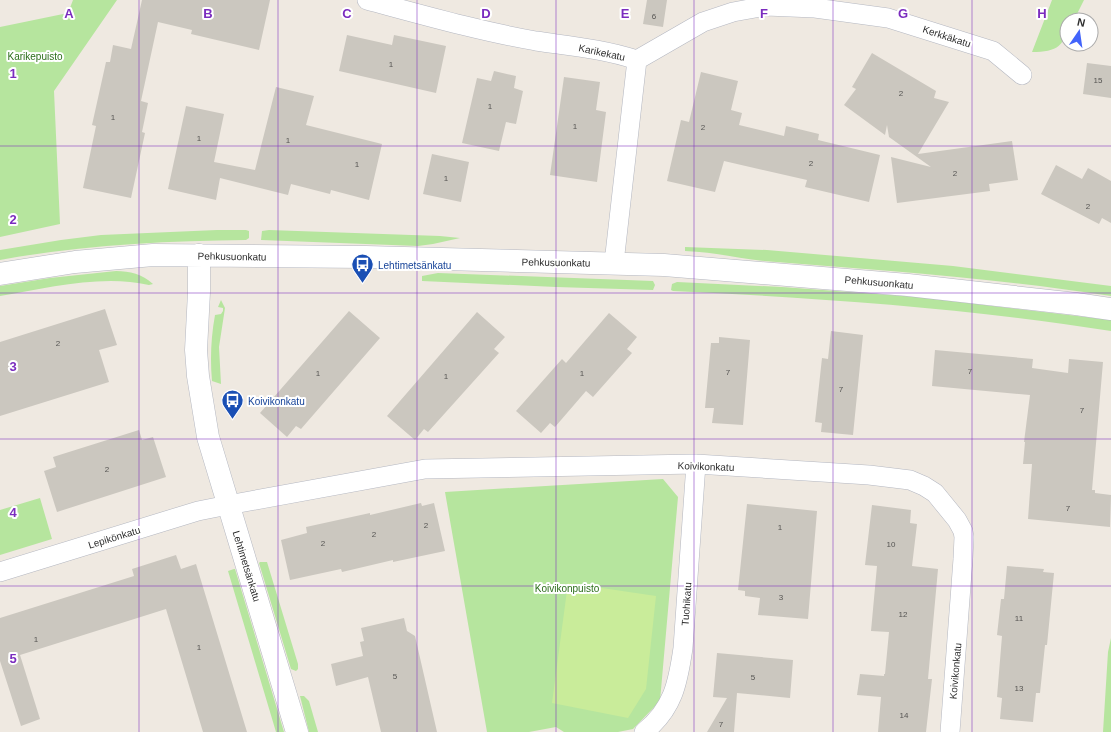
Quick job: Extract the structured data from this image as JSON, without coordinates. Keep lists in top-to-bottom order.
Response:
{
  "streets": {
    "main road": ["Pehkusuonkatu", "Lehtimetsänkatu"],
    "street": [
      "Kerkkäkatu",
      "Karikekatu",
      "Koivikonkatu",
      "Lepikönkatu",
      "Tuohikatu"
    ]
  },
  "crossings": [
    ["Kerkkäkatu", "Karikekatu"],
    ["Karikekatu", "Pehkusuonkatu"],
    ["Pehkusuonkatu", "Lehtimetsänkatu"],
    ["Koivikonkatu", "Lepikönkatu"],
    ["Koivikonkatu", "Lehtimetsänkatu"],
    ["Koivikonkatu", "Tuohikatu"],
    ["Lepikönkatu", "Lehtimetsänkatu"]
  ],
  "parks": ["Karikepuisto", "Koivikonpuisto"],
  "places": {
    "bus stop": ["Lehtimetsänkatu", "Koivikonkatu"]
  },
  "house_numbers": [
    "6",
    "1",
    "15",
    "2",
    "1",
    "1",
    "1",
    "2",
    "1",
    "1",
    "2",
    "1",
    "2",
    "1",
    "2",
    "2",
    "7",
    "7",
    "1",
    "1",
    "1",
    "7",
    "7",
    "2",
    "7",
    "2",
    "1",
    "2",
    "2",
    "10",
    "3",
    "12",
    "11",
    "1",
    "1",
    "5",
    "5",
    "13",
    "14",
    "7"
  ],
  "north": "top",
  "grid": {
    "columns": [
      "A",
      "B",
      "C",
      "D",
      "E",
      "F",
      "G",
      "H"
    ],
    "rows": [
      "1",
      "2",
      "3",
      "4",
      "5"
    ]
  }
}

━━━━━━━━

## What you need to do
Provide the count of lines holding the word "Kerkkäkatu" in these entries, and no other words.

## Task result
2